Making addition more interesting

It is worth mentioning that it is actually trivial to make a neural network add numbers. For example, if we want to add two numbers, we can construct a network with two inputs and one output, set the weights between input and output to 1, and use a linear activation function on the output, as illustrated below for 20 + 22:

Illustration of neural network for adding two numbers, with an example for 20 + 22.

It is not really the network itself that performs addition. Rather, it just takes advantage of the fact that a neural network uses addition as a basic building block in its design.

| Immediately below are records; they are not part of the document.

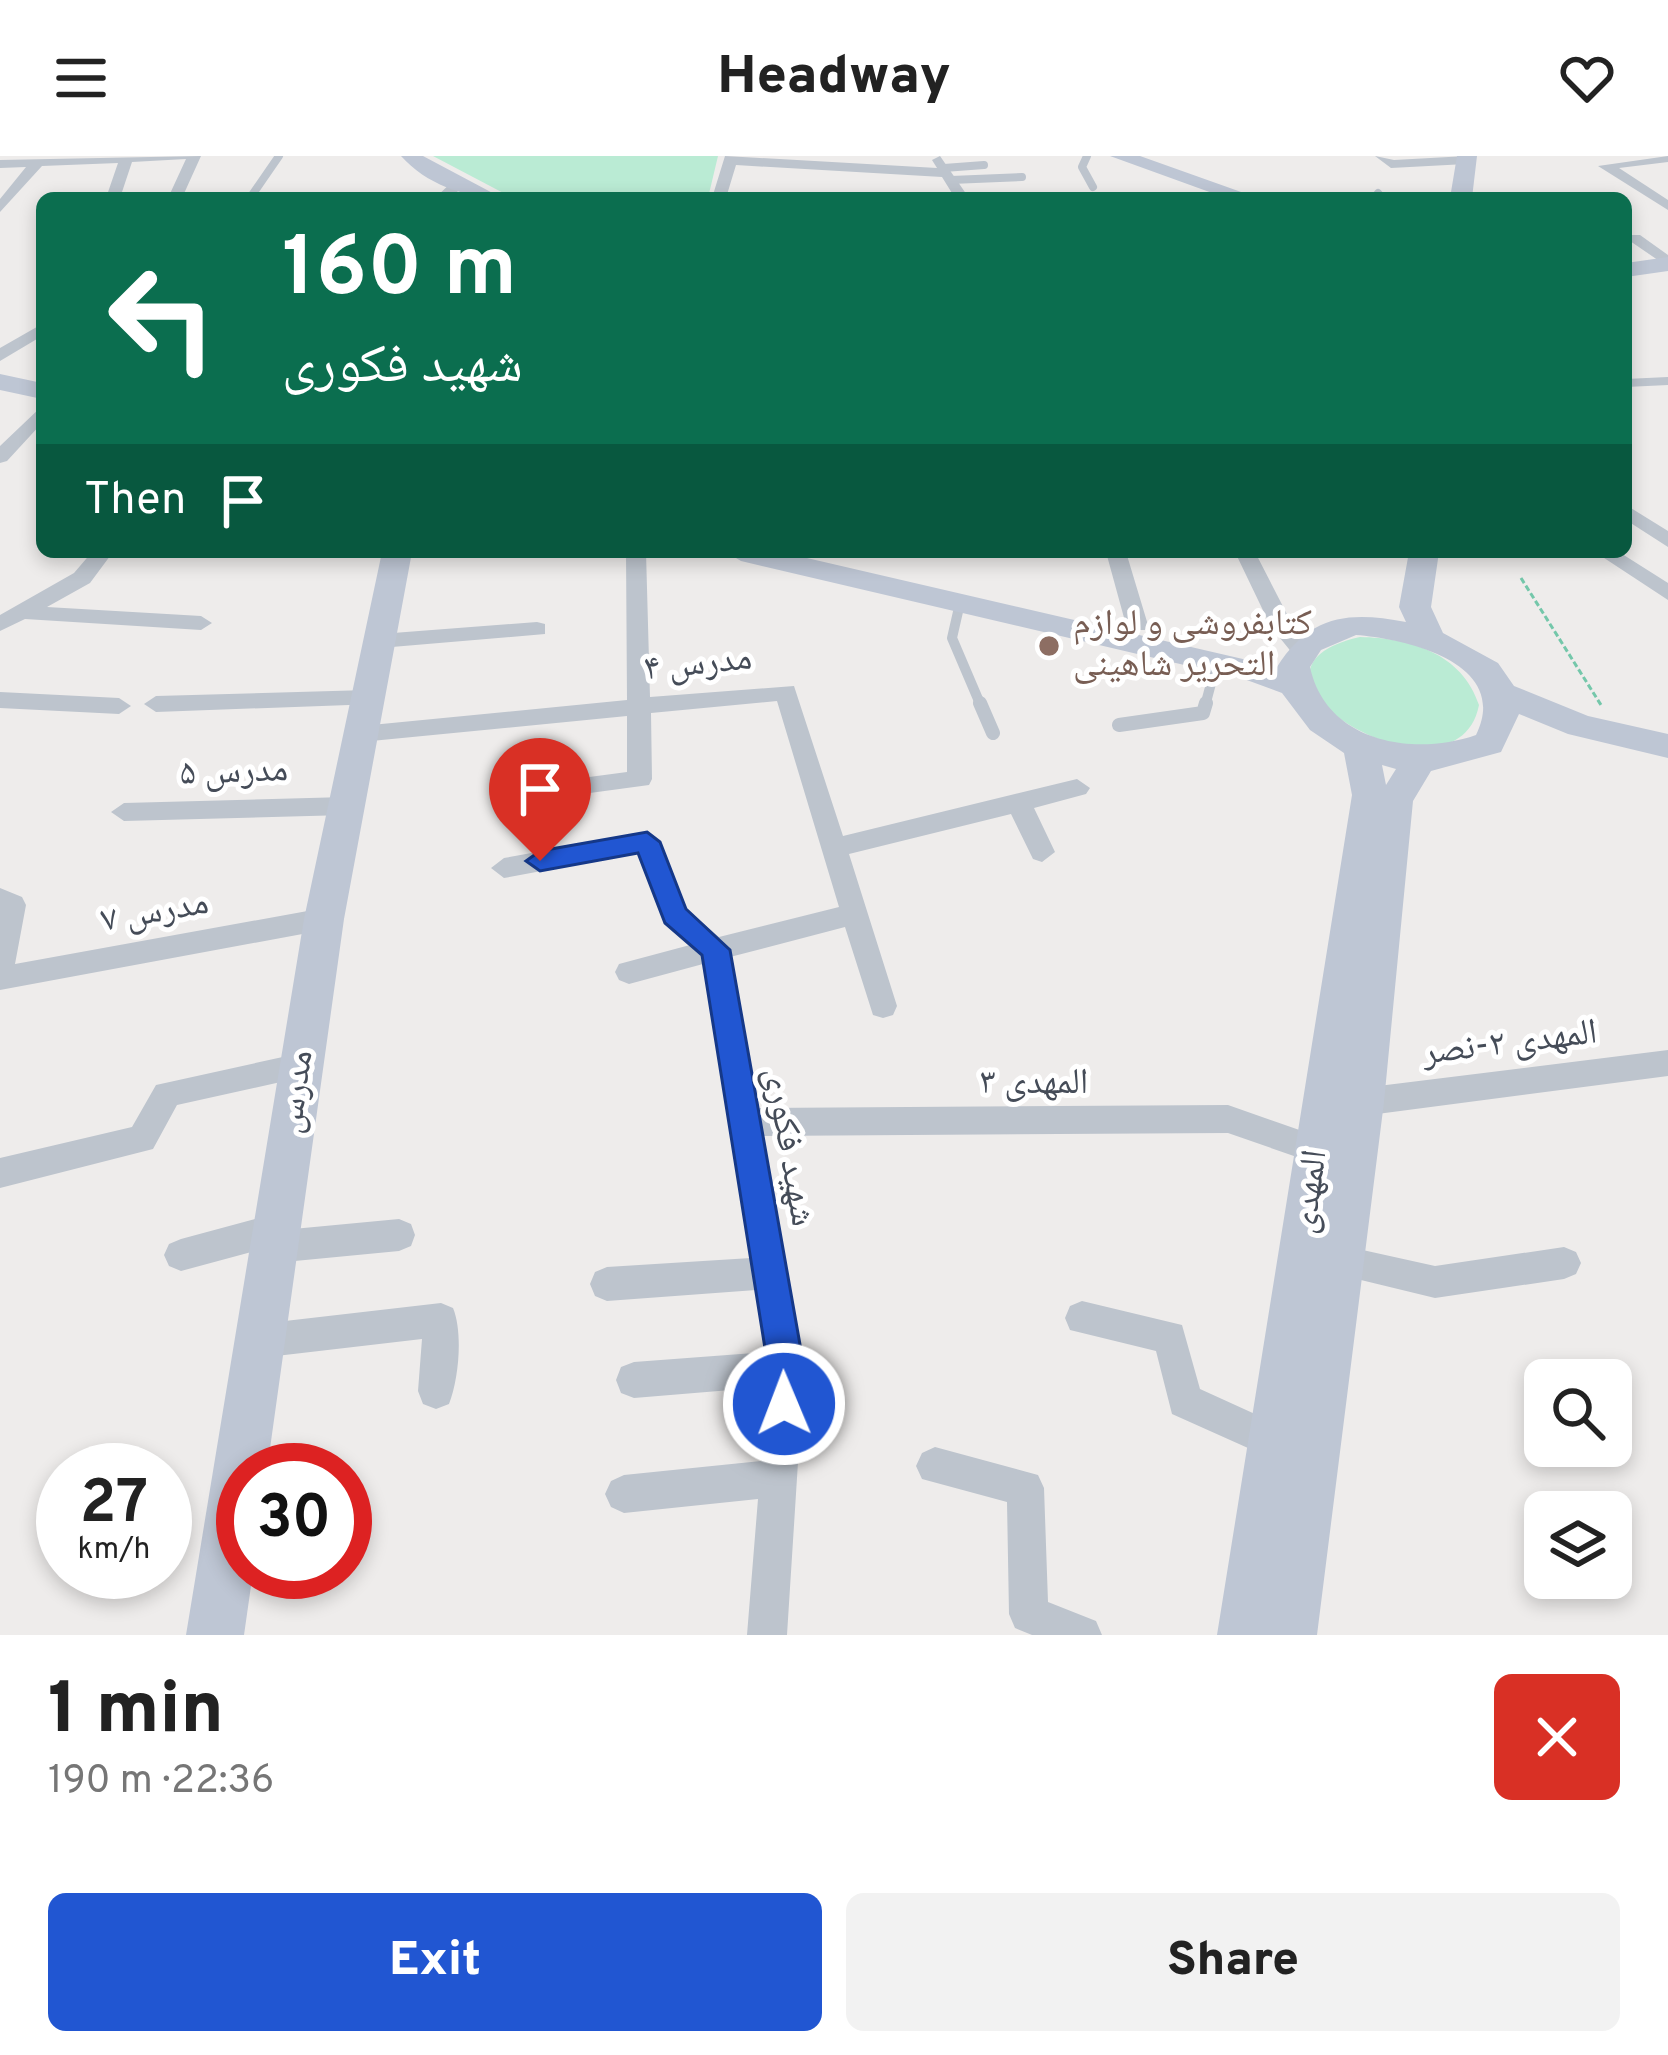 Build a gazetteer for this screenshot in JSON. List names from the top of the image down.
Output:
{
  "streets": {
    "main road": ["مدرس", "المهدی"],
    "street": [
      "مدرس ۴",
      "مدرس ۵",
      "مدرس ۷",
      "المهدی ۲-نصر",
      "المهدی ۳",
      "شهید فکوری"
    ]
  },
  "crossings": [
    ["مدرس ۴", "مدرس"],
    ["مدرس ۵", "مدرس"],
    ["مدرس ۷", "مدرس"],
    ["المهدی ۲-نصر", "المهدی"],
    ["المهدی ۳", "شهید فکوری"],
    ["المهدی ۳", "المهدی"]
  ],
  "places": ["کتابفروشی و لوازم التحریر شاهینی"],
  "page": {
    "header": "Headway",
    "turn": ["160 m", "شهید فکوری"],
    "then": "Then",
    "speed": "27 km/h",
    "limit": "30",
    "heading": ["1 min", "190 m · 22:36"],
    "buttons": ["Exit", "Share"]
  }
}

Things get more interesting if we add a hidden layer and use a non-linear activation function like a sigmoid, thereby forcing the output of the hidden layers to be a list of numbers between 0 and 1. The final output is still a single number which is a linear combination of the output of the hidden layer. Here is a network with 4 hidden nodes as an example:

Example of neural network with one hidden layer with four nodes (h1-h4).

When we ask a computer to perform 2 + 1, the computer is really doing 10 + 01 (2 is 10 in binary and 1 is 01). I had this thought at the back of my mind, that the neural network might “discover” an encoding in the hidden layer which was close to the binary representation of the input numbers.

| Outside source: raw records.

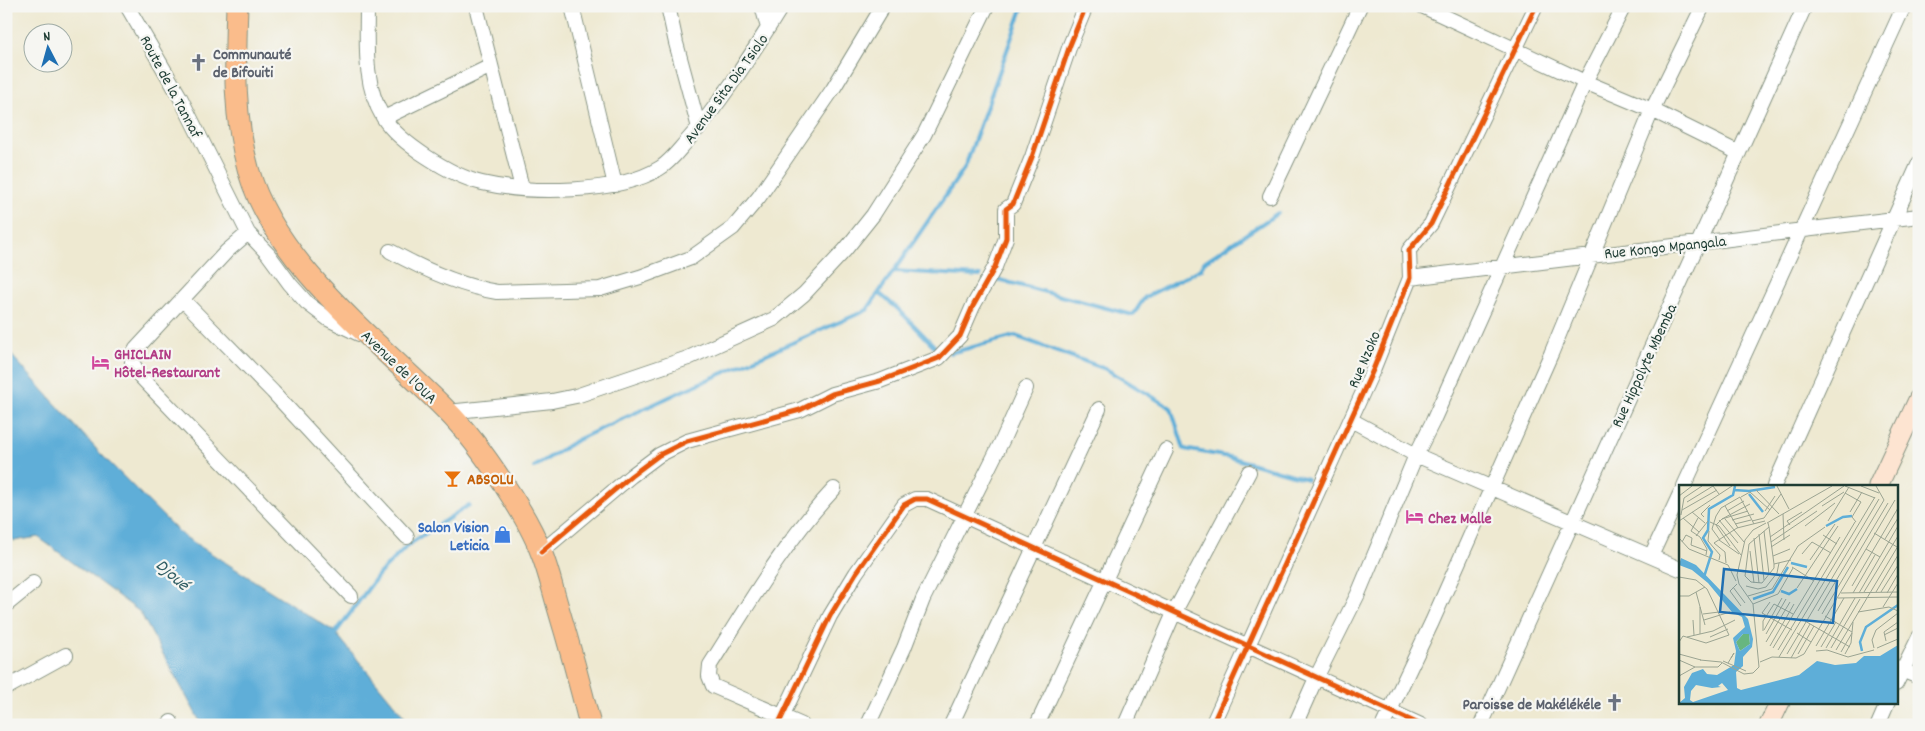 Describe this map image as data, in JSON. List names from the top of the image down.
{
  "streets": {
    "main road": ["Avenue de l'OUA"],
    "street": [
      "Route de la Tannaf",
      "Avenue Sita Dia Tsiolo",
      "Rue Kongo Mpangala",
      "Rue Nzoko",
      "Rue Hippolyte Mbemba"
    ]
  },
  "crossings": [
    ["Route de la Tannaf", "Avenue de l'OUA"],
    ["Rue Kongo Mpangala", "Rue Nzoko"],
    ["Rue Kongo Mpangala", "Rue Hippolyte Mbemba"]
  ],
  "water": ["Djoué"],
  "places": {
    "church": ["Communauté de Bifouiti", "Paroisse de Makélékéle"],
    "hotel": ["GHICLAIN Hôtel-Restaurant", "Chez Malle"],
    "bar": ["ABSOLU"],
    "shop": ["Salon Vision Leticia"]
  },
  "north": "top"
}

For example, for the 4-node hidden layer network illustrated above, we could imagine the number from input1 being encoded in h1 and h2 and the number for input2 being encoded in h3 and h4.

For 2 + 1, the four hidden nodes would then be 1, 0, 0 and 1, and the final output would convert binary to decimal (2 and 1) and add the numbers together to get 3 as result:

Example calculation of 2 + 1 with assumed binary representation in hidden layer.

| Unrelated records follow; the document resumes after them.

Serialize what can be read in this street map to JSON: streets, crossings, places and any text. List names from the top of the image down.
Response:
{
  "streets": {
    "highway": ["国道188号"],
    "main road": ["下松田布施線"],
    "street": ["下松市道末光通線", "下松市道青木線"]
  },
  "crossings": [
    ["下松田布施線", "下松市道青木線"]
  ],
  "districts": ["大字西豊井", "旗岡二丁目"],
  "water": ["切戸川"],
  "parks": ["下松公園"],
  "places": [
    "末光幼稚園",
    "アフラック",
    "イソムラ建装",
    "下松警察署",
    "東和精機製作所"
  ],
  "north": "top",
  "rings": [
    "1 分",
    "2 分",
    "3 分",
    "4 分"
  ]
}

Since the hidden nodes are restricted to be between 0 and 1, it seemed intuitive to me that a binary representation of the input would be a very effective way of encoding the data, and the network would thus discover this effective encoding, given enough data.

False assumptions

To be honest, I did not think this through very thoroughly. I should have realized that:

The sigmoid function can produce any decimal number between 0 and 1, thus allowing for a very wide range of values. Many of these would probably work well for addition, so it is unlikely it would “choose” to produce zeros and ones only.
It is unclear how a linear combination of input weights would produce the binary representation in the first place.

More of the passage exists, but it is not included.